**Problem to work on:** Scan the data for "function" and copy the lines it appears in.

**Data to use:**
┏━━
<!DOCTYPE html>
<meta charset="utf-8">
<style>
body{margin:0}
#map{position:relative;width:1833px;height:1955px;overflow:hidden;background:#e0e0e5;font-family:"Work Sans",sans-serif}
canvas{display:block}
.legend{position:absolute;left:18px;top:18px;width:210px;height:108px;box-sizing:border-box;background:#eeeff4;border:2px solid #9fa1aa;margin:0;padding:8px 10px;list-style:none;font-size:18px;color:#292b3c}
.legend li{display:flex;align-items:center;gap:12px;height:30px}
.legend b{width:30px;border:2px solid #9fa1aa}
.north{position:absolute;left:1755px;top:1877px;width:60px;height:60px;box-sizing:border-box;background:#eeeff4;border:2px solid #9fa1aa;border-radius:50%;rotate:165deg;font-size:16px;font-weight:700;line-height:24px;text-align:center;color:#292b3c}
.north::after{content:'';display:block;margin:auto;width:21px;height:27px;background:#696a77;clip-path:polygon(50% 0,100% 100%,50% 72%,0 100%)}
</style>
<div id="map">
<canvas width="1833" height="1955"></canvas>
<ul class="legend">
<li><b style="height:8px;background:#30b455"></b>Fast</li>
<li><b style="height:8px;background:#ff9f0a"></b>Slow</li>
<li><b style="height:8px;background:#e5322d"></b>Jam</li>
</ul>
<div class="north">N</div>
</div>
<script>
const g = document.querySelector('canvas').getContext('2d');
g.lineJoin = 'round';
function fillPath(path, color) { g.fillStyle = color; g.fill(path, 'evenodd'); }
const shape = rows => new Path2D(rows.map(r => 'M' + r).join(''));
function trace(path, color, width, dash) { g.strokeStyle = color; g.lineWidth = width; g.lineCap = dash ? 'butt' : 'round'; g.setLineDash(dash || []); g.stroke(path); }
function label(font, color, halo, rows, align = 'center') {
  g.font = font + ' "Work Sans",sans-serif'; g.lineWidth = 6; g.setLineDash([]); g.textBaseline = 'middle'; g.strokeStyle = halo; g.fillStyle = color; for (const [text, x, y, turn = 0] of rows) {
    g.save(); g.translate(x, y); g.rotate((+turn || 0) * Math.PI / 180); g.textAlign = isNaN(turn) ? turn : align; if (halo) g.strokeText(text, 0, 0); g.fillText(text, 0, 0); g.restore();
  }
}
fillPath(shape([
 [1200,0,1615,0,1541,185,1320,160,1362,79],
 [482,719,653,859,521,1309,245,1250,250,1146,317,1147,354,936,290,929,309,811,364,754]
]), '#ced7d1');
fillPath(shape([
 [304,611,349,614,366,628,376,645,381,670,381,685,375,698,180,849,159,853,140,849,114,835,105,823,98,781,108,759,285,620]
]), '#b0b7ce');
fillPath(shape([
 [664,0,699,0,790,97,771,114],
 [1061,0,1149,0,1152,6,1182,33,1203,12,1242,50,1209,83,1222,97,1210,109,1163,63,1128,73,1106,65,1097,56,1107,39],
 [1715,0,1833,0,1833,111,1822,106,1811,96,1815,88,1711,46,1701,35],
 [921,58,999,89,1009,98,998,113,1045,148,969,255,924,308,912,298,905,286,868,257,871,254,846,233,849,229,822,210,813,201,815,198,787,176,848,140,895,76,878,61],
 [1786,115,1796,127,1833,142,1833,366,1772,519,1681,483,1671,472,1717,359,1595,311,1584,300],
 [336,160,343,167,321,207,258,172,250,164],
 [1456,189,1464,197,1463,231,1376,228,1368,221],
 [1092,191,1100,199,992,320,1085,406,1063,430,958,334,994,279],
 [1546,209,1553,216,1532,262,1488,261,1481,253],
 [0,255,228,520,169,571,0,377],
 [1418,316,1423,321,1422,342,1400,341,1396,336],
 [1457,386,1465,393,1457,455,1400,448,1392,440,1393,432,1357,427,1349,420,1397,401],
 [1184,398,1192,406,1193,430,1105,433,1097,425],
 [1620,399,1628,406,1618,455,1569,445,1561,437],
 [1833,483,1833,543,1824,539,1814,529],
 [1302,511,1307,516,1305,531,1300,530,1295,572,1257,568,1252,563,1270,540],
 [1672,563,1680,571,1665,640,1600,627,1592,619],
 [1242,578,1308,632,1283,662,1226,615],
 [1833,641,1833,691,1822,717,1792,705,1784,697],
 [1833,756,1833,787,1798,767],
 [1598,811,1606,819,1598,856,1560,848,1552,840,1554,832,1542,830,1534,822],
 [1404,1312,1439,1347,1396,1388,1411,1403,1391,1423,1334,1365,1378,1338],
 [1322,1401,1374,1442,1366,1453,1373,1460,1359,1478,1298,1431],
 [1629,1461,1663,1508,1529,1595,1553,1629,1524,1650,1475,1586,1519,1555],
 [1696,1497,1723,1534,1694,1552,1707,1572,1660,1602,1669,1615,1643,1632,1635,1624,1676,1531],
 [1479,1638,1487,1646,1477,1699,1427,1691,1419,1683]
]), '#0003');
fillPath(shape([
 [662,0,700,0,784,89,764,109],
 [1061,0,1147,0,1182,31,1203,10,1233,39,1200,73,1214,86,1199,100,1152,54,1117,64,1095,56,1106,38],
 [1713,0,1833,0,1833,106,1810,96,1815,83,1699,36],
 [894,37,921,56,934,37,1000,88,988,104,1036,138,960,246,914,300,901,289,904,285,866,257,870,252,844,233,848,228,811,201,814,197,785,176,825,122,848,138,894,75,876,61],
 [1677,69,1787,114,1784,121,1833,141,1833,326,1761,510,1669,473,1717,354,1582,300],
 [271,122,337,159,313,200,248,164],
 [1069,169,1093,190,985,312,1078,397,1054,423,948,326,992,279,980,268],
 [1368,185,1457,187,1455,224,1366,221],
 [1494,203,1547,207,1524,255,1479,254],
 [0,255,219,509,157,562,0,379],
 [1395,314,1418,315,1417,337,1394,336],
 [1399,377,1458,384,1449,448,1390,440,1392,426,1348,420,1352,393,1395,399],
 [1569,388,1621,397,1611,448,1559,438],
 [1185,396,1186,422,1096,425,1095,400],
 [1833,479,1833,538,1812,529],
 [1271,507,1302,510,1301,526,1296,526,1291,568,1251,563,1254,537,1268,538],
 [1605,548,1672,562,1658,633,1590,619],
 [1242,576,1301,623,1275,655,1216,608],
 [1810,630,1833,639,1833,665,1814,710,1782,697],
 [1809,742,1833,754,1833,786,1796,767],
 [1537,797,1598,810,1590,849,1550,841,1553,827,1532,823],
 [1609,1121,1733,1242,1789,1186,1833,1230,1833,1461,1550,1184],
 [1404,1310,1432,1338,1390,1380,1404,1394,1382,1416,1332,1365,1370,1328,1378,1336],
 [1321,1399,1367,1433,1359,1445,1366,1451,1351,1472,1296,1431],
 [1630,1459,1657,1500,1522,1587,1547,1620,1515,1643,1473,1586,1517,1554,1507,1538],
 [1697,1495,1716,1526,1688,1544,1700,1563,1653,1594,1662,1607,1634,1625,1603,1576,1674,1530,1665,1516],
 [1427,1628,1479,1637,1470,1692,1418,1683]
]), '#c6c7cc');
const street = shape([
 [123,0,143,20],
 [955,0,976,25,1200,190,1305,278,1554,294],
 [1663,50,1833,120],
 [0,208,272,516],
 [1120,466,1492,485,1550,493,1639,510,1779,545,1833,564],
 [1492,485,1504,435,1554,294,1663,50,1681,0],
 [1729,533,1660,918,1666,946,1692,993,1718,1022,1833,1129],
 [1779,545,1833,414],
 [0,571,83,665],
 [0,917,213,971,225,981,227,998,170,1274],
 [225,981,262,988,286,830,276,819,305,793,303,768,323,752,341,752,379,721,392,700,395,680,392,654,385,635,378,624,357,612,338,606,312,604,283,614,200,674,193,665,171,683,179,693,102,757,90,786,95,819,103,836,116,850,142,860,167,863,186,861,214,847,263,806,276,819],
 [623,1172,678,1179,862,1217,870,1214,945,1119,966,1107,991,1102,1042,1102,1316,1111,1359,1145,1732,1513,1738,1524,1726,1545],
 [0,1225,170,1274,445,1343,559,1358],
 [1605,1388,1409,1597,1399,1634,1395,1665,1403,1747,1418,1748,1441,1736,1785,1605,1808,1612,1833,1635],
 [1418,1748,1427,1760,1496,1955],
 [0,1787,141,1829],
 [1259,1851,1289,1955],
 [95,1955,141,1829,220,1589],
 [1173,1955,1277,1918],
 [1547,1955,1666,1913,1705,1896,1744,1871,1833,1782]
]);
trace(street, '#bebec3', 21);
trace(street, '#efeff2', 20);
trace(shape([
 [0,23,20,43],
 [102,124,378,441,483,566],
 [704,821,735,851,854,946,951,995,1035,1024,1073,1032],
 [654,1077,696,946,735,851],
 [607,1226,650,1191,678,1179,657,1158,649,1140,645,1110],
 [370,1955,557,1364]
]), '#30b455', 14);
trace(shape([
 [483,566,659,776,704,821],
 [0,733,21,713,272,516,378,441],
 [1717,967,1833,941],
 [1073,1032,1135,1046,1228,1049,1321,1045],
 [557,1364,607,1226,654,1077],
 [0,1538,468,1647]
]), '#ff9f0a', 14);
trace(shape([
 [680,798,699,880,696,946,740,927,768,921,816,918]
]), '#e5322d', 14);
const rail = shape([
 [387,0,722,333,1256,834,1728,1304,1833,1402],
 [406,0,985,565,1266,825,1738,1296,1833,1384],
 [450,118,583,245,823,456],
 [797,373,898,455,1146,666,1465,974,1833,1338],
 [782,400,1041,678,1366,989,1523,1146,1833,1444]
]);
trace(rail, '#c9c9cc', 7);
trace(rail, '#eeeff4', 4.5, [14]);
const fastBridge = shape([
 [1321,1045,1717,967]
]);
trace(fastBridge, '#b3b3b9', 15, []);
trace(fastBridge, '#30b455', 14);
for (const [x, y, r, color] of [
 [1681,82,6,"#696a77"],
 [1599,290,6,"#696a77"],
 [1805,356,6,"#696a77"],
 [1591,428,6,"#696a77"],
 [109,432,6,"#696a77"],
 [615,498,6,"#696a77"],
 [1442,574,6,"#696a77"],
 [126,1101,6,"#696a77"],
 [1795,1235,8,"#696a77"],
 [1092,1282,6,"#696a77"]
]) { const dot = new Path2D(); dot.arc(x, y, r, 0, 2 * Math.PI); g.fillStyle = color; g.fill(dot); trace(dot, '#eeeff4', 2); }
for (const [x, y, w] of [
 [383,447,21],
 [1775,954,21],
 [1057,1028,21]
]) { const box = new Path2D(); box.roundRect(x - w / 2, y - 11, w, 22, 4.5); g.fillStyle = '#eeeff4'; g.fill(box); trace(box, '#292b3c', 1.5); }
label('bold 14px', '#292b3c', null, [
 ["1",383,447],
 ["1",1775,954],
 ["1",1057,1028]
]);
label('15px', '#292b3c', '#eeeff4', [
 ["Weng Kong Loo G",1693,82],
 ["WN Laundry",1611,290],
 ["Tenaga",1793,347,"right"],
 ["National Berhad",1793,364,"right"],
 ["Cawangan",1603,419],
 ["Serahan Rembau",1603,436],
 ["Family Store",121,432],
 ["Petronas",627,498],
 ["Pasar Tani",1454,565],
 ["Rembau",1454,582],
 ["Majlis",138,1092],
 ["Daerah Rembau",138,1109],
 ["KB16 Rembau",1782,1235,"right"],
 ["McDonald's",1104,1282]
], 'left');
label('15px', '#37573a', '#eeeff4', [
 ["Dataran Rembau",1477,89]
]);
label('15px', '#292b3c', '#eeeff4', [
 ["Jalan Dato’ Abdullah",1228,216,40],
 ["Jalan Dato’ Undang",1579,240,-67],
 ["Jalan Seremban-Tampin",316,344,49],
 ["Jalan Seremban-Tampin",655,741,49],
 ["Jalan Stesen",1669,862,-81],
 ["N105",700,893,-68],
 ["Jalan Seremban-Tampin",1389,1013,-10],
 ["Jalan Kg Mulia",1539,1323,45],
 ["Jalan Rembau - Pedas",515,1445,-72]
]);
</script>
┗━━
**Result of this exercise:**
function fillPath(path, color) { g.fillStyle = color; g.fill(path, 'evenodd'); }
function trace(path, color, width, dash) { g.strokeStyle = color; g.lineWidth = width; g.lineCap = dash ? 'butt' : 'round'; g.setLineDash(dash || []); g.stroke(path); }
function label(font, color, halo, rows, align = 'center') {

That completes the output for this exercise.